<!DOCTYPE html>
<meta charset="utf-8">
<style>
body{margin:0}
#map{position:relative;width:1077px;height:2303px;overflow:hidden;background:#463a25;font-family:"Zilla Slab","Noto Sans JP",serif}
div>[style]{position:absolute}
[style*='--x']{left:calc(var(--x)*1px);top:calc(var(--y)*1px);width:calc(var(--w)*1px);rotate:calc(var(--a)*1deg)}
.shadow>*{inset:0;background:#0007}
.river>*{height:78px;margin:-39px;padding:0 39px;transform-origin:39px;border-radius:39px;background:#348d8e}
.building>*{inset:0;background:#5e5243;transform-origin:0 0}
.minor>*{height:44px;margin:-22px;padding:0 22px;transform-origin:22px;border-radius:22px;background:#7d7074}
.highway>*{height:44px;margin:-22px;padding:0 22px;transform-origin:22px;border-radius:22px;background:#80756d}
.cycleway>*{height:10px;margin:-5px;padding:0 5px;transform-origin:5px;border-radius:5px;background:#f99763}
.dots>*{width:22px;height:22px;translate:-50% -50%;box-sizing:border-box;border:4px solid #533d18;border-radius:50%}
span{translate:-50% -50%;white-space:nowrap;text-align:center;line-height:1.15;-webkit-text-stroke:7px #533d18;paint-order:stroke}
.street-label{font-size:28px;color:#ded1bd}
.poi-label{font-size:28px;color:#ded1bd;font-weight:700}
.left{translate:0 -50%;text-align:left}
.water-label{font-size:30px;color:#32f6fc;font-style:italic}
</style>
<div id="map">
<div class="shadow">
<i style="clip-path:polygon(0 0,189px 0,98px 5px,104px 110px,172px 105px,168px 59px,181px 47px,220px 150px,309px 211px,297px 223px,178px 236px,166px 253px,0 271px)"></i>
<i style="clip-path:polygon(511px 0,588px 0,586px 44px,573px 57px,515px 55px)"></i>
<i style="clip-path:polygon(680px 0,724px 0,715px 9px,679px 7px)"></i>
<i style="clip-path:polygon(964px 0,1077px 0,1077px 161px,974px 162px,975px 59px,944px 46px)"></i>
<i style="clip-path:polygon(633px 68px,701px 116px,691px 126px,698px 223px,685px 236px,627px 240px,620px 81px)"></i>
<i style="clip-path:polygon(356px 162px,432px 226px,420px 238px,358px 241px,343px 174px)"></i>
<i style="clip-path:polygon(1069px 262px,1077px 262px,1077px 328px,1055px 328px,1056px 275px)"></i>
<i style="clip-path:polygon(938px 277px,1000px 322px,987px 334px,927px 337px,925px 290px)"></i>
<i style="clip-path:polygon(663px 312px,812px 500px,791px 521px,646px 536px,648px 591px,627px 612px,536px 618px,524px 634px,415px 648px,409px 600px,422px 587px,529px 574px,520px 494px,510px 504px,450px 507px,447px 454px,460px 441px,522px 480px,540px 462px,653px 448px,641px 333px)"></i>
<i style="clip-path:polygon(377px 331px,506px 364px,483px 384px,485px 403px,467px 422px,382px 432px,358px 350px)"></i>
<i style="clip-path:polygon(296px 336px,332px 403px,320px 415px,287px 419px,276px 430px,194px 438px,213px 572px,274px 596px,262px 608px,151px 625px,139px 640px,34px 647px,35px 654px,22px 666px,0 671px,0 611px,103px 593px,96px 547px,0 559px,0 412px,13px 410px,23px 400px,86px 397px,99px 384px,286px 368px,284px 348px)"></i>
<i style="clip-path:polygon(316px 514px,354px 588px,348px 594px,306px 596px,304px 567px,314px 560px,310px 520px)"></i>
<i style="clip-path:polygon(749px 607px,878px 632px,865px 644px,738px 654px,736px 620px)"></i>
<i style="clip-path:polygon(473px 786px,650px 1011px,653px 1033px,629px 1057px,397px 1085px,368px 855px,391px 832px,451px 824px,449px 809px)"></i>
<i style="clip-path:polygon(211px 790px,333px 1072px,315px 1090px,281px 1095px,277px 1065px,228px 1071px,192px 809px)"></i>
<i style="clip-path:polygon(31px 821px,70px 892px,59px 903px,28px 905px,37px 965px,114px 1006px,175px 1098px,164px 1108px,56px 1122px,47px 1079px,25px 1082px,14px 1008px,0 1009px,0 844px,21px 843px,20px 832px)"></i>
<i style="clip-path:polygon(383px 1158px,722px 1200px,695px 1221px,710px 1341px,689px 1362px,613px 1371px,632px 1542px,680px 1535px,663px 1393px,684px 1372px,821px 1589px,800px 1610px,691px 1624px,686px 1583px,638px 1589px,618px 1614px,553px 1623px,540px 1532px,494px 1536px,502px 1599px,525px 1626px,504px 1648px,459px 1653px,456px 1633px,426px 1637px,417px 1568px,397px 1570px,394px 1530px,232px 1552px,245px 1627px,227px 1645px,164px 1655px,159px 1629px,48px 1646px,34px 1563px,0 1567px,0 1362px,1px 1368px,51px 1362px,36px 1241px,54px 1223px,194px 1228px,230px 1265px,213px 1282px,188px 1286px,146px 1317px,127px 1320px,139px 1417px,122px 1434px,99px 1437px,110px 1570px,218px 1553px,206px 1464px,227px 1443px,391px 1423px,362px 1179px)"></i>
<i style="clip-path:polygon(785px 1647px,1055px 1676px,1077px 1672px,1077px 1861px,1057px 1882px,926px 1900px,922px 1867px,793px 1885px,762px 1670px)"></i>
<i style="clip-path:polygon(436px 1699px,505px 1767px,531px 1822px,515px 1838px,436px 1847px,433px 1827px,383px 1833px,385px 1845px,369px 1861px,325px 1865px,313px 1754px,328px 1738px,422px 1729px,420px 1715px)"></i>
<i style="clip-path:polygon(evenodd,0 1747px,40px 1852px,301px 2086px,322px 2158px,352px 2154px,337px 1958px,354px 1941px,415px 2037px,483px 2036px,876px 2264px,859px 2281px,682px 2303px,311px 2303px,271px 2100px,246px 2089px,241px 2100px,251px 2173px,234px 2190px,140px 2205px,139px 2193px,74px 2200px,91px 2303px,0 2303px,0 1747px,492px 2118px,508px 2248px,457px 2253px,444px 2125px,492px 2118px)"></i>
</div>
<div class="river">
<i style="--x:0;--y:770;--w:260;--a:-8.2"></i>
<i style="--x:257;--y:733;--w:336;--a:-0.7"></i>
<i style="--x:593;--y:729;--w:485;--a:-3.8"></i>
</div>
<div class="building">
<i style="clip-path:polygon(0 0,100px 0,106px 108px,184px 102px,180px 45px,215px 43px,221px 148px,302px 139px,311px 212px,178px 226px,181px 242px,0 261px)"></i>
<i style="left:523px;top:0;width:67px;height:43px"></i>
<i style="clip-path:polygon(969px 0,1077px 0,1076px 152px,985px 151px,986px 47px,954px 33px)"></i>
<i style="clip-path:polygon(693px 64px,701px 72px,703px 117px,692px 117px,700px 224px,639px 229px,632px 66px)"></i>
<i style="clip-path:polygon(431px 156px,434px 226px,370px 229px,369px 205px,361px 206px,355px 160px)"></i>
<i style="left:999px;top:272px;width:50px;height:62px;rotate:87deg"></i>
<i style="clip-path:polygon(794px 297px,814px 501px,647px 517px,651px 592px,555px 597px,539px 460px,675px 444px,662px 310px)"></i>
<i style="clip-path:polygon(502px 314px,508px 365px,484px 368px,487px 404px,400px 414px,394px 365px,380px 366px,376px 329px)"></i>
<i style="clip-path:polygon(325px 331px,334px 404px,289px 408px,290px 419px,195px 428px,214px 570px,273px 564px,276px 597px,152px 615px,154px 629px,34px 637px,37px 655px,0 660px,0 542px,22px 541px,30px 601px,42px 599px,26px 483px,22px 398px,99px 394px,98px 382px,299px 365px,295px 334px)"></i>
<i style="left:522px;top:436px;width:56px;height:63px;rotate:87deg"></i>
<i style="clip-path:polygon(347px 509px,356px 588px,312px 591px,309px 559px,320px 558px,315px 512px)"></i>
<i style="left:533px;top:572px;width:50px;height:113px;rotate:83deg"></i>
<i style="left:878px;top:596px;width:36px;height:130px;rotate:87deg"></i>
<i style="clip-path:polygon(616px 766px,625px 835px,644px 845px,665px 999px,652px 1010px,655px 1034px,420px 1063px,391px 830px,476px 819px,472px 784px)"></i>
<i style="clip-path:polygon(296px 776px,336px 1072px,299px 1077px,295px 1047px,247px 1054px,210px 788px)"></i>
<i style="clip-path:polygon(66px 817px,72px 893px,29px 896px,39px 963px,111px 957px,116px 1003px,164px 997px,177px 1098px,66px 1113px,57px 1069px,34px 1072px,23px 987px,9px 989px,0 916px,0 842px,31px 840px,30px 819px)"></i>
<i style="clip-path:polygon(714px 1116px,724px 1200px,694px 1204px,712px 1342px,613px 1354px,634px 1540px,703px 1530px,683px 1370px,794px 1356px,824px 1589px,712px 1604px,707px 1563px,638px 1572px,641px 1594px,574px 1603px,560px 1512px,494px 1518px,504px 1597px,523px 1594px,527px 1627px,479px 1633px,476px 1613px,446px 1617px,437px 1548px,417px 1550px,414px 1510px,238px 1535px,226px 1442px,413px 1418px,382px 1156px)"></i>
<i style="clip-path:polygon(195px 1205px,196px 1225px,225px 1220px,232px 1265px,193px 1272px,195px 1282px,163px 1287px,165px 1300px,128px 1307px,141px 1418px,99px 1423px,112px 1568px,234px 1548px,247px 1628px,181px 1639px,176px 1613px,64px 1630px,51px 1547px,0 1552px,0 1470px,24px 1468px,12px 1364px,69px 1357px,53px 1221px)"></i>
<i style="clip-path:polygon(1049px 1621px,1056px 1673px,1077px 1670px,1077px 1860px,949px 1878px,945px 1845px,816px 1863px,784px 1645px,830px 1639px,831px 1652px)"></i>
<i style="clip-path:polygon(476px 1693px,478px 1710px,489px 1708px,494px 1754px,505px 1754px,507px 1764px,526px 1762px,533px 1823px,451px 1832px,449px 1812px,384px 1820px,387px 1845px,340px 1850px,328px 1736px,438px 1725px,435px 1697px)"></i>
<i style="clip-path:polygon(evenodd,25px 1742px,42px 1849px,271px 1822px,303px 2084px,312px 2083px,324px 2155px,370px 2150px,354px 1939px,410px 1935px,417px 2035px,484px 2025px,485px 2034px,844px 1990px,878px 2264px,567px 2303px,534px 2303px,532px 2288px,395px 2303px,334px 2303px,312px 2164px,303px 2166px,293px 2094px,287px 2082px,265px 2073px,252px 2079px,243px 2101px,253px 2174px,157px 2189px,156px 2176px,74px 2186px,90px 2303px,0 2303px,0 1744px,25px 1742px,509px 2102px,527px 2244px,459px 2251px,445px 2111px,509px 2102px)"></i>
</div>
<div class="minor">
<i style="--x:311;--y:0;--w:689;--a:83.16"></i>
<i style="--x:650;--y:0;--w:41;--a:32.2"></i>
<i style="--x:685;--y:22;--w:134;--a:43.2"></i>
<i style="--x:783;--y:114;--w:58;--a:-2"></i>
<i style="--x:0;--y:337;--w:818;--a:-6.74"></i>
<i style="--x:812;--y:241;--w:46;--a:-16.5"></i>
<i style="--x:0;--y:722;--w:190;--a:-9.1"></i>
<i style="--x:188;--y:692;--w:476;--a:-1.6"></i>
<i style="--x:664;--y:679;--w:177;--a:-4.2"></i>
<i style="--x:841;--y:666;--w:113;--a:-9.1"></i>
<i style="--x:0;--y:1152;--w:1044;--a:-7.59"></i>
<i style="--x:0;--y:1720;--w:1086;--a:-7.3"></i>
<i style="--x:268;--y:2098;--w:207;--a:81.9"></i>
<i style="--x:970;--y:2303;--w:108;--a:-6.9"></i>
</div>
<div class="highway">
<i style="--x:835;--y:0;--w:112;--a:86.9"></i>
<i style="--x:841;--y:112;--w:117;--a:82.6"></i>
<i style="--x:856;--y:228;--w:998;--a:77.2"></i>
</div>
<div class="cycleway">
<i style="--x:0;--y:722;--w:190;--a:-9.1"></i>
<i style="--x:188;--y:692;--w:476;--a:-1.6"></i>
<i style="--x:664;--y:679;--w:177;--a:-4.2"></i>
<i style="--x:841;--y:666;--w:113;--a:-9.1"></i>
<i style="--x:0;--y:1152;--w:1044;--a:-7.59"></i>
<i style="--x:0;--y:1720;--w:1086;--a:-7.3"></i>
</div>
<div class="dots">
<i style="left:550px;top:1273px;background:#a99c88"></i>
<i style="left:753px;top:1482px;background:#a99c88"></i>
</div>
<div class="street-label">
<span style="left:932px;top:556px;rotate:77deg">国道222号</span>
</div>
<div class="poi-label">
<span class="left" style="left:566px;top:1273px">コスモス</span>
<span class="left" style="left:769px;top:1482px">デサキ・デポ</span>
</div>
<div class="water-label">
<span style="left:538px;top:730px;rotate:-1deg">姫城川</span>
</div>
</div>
--
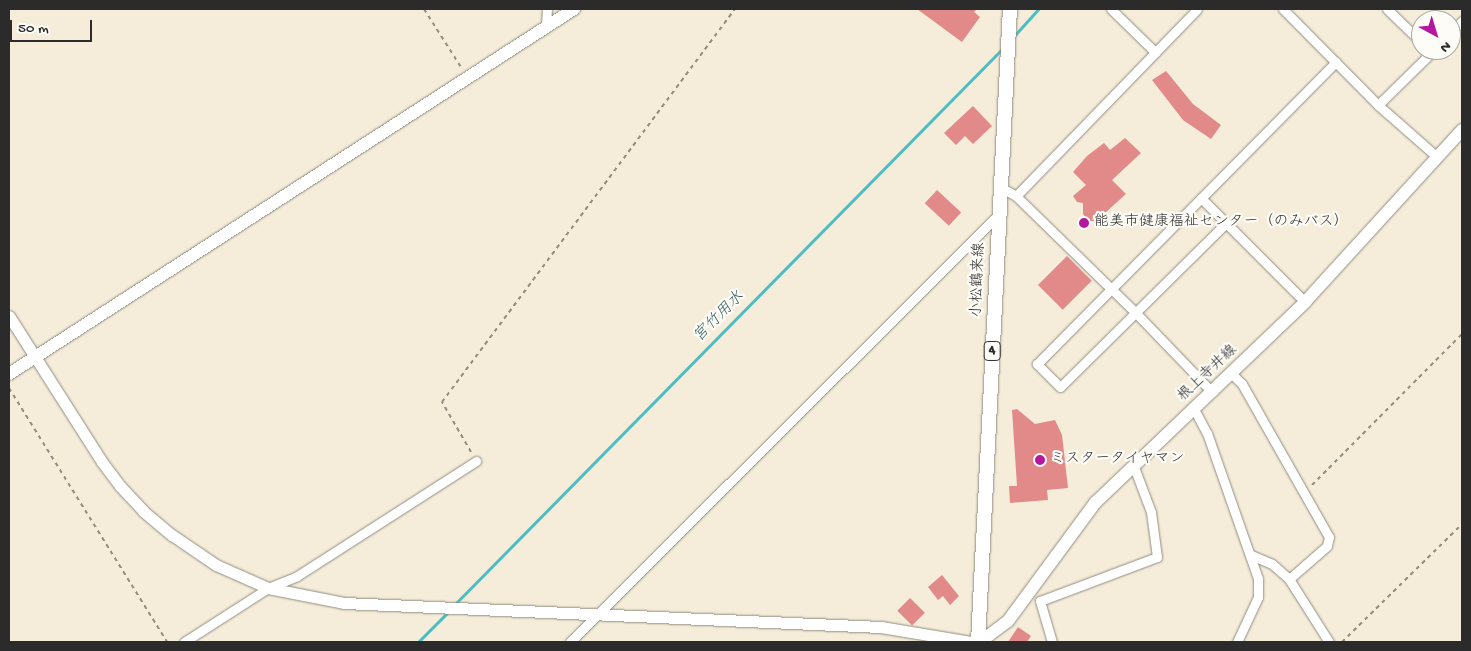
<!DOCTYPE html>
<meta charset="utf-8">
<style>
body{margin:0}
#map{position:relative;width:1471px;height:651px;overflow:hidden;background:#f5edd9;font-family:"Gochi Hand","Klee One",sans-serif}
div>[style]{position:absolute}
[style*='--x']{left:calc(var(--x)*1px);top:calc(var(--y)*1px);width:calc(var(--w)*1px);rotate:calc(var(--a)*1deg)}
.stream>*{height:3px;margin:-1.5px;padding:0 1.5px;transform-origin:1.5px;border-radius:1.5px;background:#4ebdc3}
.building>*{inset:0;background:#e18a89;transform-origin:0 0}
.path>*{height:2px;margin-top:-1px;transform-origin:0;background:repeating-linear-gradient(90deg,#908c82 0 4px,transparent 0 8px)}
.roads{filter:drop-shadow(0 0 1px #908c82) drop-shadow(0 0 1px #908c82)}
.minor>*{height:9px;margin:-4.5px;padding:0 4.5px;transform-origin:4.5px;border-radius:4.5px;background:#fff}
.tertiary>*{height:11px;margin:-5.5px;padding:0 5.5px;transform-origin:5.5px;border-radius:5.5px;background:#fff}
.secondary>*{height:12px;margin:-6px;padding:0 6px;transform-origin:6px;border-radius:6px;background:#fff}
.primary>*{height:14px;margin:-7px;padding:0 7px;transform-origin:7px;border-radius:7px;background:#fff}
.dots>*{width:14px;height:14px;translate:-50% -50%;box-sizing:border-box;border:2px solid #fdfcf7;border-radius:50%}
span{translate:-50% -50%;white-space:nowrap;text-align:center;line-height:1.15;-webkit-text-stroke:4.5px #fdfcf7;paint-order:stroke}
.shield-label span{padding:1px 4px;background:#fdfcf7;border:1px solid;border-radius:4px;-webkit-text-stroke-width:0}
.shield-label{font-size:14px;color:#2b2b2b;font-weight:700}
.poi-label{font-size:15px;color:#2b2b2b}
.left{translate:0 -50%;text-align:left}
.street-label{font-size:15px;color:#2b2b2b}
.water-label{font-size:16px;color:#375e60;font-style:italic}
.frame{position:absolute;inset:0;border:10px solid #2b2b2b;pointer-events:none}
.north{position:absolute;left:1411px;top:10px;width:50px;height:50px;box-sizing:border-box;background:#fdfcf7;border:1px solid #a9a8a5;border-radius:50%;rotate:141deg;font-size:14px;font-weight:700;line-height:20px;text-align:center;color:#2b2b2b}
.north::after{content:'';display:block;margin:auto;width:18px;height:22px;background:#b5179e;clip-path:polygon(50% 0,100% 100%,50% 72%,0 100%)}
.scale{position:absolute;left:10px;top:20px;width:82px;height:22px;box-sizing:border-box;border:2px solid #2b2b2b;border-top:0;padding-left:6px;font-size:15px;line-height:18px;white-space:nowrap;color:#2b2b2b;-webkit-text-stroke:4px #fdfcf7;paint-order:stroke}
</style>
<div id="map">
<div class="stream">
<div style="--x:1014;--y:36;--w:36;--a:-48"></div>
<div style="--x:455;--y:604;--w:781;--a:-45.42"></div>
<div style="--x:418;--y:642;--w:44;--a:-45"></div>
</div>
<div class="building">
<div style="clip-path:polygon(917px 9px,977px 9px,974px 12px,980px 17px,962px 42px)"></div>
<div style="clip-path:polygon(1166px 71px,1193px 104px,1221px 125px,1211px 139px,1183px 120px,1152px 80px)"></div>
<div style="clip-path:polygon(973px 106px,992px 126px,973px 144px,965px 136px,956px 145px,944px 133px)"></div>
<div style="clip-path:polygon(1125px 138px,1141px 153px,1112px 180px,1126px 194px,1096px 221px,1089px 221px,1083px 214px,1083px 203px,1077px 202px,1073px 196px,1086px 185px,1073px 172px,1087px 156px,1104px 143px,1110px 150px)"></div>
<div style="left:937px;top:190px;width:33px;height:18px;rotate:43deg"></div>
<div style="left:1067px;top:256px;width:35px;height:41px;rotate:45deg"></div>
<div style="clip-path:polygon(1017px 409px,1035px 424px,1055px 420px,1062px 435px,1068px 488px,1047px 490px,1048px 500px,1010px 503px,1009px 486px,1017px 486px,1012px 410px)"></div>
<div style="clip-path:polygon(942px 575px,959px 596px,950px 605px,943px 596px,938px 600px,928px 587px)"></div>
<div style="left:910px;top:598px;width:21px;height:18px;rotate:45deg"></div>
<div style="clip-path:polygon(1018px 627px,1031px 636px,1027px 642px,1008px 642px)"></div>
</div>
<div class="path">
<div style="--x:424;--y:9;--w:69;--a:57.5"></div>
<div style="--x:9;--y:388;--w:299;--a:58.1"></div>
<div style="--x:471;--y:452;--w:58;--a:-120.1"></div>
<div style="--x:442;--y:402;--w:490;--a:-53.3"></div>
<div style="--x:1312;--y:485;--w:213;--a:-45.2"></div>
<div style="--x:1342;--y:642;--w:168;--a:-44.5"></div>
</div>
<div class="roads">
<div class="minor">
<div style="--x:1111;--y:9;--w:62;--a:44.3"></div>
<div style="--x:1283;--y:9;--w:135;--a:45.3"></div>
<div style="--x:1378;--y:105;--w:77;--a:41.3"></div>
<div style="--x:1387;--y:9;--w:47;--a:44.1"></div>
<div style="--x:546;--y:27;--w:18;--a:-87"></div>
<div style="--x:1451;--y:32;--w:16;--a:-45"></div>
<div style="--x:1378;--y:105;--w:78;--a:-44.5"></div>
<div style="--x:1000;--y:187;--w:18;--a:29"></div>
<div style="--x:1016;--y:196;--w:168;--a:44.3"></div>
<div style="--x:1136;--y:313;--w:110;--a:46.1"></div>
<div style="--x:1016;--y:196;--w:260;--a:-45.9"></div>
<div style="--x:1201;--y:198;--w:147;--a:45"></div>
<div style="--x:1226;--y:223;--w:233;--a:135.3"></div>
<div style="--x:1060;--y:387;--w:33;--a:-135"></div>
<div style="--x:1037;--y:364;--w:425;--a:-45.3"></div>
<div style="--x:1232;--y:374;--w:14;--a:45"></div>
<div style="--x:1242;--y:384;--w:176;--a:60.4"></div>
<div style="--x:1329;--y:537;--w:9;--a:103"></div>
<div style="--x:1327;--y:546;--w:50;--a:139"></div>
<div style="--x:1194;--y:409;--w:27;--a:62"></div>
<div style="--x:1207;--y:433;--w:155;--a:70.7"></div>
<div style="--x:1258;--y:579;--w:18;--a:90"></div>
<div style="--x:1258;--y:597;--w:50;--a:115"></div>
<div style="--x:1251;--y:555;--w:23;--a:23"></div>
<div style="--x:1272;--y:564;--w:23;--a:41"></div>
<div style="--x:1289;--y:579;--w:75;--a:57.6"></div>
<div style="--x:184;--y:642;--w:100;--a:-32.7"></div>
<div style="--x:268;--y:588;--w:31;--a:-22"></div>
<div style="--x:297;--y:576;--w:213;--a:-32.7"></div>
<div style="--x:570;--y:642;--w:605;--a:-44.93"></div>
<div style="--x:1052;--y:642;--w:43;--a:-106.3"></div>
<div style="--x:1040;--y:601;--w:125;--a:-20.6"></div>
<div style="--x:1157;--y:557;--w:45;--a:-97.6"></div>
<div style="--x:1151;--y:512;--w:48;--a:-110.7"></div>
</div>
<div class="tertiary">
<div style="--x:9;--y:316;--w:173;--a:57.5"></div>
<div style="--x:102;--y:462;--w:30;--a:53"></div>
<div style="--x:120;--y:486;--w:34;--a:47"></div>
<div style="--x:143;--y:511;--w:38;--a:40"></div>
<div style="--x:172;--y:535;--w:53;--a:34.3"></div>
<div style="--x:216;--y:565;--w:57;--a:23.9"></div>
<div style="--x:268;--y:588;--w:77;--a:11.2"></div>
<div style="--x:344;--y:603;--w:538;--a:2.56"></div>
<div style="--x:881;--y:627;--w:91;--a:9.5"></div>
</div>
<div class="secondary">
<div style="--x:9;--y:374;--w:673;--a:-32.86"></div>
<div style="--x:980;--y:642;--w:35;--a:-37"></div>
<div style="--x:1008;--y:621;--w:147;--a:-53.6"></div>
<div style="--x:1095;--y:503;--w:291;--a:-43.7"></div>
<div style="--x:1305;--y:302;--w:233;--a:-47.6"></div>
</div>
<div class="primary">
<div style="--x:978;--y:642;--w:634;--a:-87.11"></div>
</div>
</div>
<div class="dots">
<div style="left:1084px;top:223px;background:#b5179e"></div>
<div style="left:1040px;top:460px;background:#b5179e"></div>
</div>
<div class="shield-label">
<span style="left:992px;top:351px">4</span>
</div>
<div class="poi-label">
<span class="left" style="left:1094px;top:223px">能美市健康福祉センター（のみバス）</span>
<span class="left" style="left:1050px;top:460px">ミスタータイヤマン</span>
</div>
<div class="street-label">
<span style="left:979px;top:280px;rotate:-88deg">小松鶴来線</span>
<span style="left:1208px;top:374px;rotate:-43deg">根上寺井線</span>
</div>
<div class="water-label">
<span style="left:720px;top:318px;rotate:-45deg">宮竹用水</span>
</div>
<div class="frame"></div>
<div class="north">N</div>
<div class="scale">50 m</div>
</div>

• Problem description:
From the entries above, list each line with "river" in it.

• Written answer:
.river>*{height:78px;margin:-39px;padding:0 39px;transform-origin:39px;border-radius:39px;background:#348d8e}
<div class="river">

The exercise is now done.